Targeting and exploitation of tumor-associated neutrophils to enhance immunotherapy and drug delivery for cancer treatment

Yuting Zhang, Guoqiang Liu, Miaomiao Sun, et al.

Abstract


Neutrophils, the most abundant leukocytes in human blood, are essential fighter immune cells against microbial infection. Based on the finding that neutrophils can either restrict or promote cancer progression, tumor-associated neutrophils (TAN) are classified into anti-tumor N1 and pro-tumor N2 subsets. One of the major mechanisms underlying the tumor-promoting function of N2-TANs is suppression of adaptive immune cells, in particular, cytotoxic T lymphocytes. Currently, no established methodologies are available that can unequivocally distinguish immunosuppressive TANs and granulocytic/polymorphonuclear myeloid-derived suppressor cells (G/PMN-MDSC). In view of the critical role of PMN-MDSCs in immune evasion and resistance to cancer immunotherapy, as established from data obtained with diverse cancer models, therapeutic strategies targeting these cells have been actively developed to enhance the efficacy of immunotherapy. Here, we have reviewed the available literature on strategies targeting PMN-MDSCs and summarized the findings into four categories: (1) depletion of existing PMN-MDSCs, (2) blockade of the development of PMNMDSCs, (3) blockade of PMN-MDSC recruitment, (4) inhibition of immunosuppressive function. Owing to their high mobility to inflamed organs and ability to trespass the blood-brain barrier, neutrophils are outstanding candidate carriers in nanoparticle-based therapies.

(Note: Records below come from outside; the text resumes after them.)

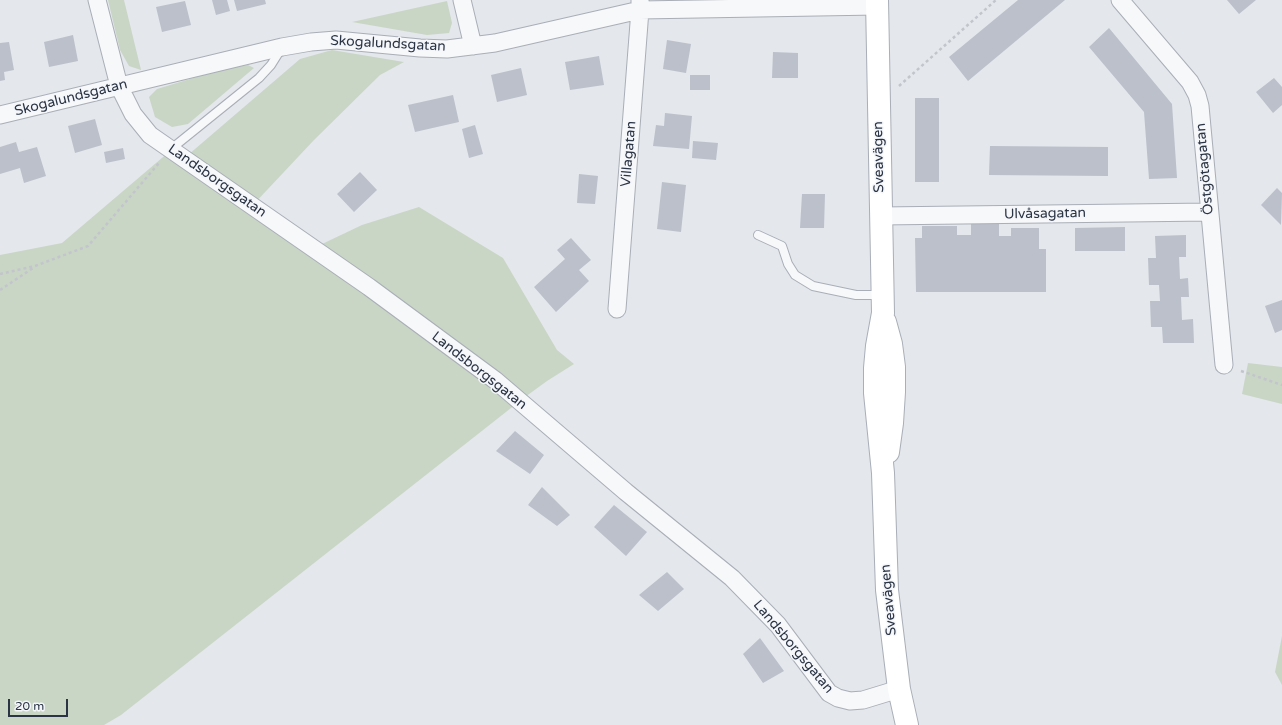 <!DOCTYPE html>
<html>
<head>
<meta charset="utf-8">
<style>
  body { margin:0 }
  #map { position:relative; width:1282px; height:725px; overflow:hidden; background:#e4e7ec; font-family:"Varela Round",sans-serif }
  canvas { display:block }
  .scale { position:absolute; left:8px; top:699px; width:60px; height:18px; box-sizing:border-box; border:2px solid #2b3445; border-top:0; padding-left:5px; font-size:12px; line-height:14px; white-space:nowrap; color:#2b3445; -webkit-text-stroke:3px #f4f6f9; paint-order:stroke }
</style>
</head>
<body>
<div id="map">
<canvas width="1282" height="725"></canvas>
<div class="scale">20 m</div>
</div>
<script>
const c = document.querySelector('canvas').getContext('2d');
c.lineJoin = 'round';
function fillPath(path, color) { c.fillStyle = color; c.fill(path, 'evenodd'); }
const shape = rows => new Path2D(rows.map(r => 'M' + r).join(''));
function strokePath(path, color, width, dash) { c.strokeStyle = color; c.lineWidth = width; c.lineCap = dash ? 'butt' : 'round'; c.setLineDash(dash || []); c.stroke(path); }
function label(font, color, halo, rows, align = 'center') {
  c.font = font + ' "Varela Round",sans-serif'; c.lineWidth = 3; c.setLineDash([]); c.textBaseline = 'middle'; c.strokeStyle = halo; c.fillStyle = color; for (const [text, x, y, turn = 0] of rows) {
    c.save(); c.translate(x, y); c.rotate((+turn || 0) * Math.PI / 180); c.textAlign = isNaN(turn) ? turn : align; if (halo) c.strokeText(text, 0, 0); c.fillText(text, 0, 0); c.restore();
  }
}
fillPath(shape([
  [108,0,124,0,141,70,129,66,120,50],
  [447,1,452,23,449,33,427,35,352,22],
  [332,50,404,62,380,75,314,140,252,206,322,244,362,225,419,207,503,258,557,350,574,364,547,381,525,397,121,715,104,725,0,725,0,255,62,243,176,146,188,155,300,59],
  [248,65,254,68,188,124,172,127,155,117,149,97,157,89,223,69],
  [1248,363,1282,367,1282,404,1242,394],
  [1282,636,1282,685,1275,672]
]), '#c9d6c5');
fillPath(shape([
  [212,0,227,0,230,11,216,15],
  [234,0,265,0,266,4,237,11],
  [1018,0,1065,0,968,81,949,57],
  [1227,0,1256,0,1239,14],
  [185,1,191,25,162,32,156,7],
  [1109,28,1172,104,1177,178,1149,179,1144,112,1089,47],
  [73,35,78,61,49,67,44,42],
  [667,40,691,44,686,73,663,69],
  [9,42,14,70,4,72,5,80,0,81,0,43],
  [773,52,798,53,798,78,772,78],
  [599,56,604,85,570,90,565,62],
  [521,68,527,95,497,102,491,75],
  [690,75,710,75,710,90,690,90],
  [1274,78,1282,87,1282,105,1273,113,1256,92],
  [453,95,459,122,415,132,408,105],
  [915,98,939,98,939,182,915,182],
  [665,113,692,116,689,149,653,146,656,125,664,126],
  [95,119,102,145,75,153,68,126],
  [475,125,483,154,469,158,462,129],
  [693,141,718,143,716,160,692,158],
  [16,142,19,152,37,147,46,176,24,183,20,168,0,174,0,147],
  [990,146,1108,147,1108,176,989,175],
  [123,148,125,159,106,163,104,152],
  [360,172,377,190,354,212,337,194],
  [579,174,598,176,595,204,577,203],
  [662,182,686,185,681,232,657,229],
  [1277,188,1282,193,1281,225,1261,205],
  [802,194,825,194,824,228,800,228],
  [971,224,999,224,999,236,1011,236,1011,228,1039,228,1039,249,1046,249,1046,292,916,292,915,238,922,238,922,226,957,226,957,235,971,235],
  [1125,227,1125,251,1075,251,1075,228],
  [1186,235,1186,257,1179,257,1180,279,1188,278,1189,297,1181,297,1182,320,1193,319,1194,343,1163,343,1162,327,1151,327,1150,301,1160,301,1159,285,1149,285,1148,258,1156,258,1155,236],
  [571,238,591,260,579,270,589,281,556,312,534,287,565,259,557,250],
  [1282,300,1282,330,1275,333,1265,306],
  [515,431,544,455,530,474,496,451],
  [542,487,570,515,557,526,528,505],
  [614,505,647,532,626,556,594,527],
  [667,572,684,589,658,611,639,595],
  [760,638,784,671,763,683,743,654]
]), '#bbc0ca');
const service = shape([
  [171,149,259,78,271,65,281,49],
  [758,235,782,246,788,264,795,275,813,286,856,295,881,295]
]);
const minor = shape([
  [97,0,119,86,133,114,150,135,369,287,495,380,626,492,732,578,778,625,829,693,838,698,850,701,863,700,899,689],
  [462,0,473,46],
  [1120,0,1190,82,1197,95,1200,106,1224,365],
  [0,115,282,47,311,42,336,40,420,48,447,49,495,43,640,10,877,6],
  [880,216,1209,212],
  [617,309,640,10,640,0]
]);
const secondary = shape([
  [877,0,883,313,877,346,875,368,875,393,883,473,887,590,899,689,907,725],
  [885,322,891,344,894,367,894,392,892,423,888,452]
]);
strokePath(service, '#a9aeb7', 10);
strokePath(minor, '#a9aeb7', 19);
strokePath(secondary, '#a9aeb7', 24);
strokePath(shape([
  [899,86,996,0],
  [0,274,35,266,88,246,159,163],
  [0,290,33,268],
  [1241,371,1282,385]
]), '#c2c5cb', 2.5, [3, 3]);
strokePath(service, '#f7f8fa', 8);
strokePath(minor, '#f7f8fa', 17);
strokePath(secondary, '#fff', 22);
label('14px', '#2b3445', '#f4f6f9', [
  ["Skogalundsgatan",388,44,3],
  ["Skogalundsgatan",71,98,-14],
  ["Villagatan",629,154,-85],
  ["Sveavägen",879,157,-91],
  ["Östgötagatan",1205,169,-95],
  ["Landsborgsgatan",217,181,35],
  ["Ulvåsagatan",1045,214,-1],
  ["Landsborgsgatan",479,371,38],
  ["Sveavägen",889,600,-95],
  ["Landsborgsgatan",793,647,50]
]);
</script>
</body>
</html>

Another attractive application of neutrophils in cancer therapy is the use of neutrophil membrane-derived nanovesicles as a surrogate of extracellular vesicles for more efficient and scalable drug delivery. In the second part of the review, we have highlighted recent advances in the field of neutrophil-based cancer drug delivery. Overall, we believe that neutrophil-based therapeutics are a rapidly growing area of cancer therapy with significant potential benefits.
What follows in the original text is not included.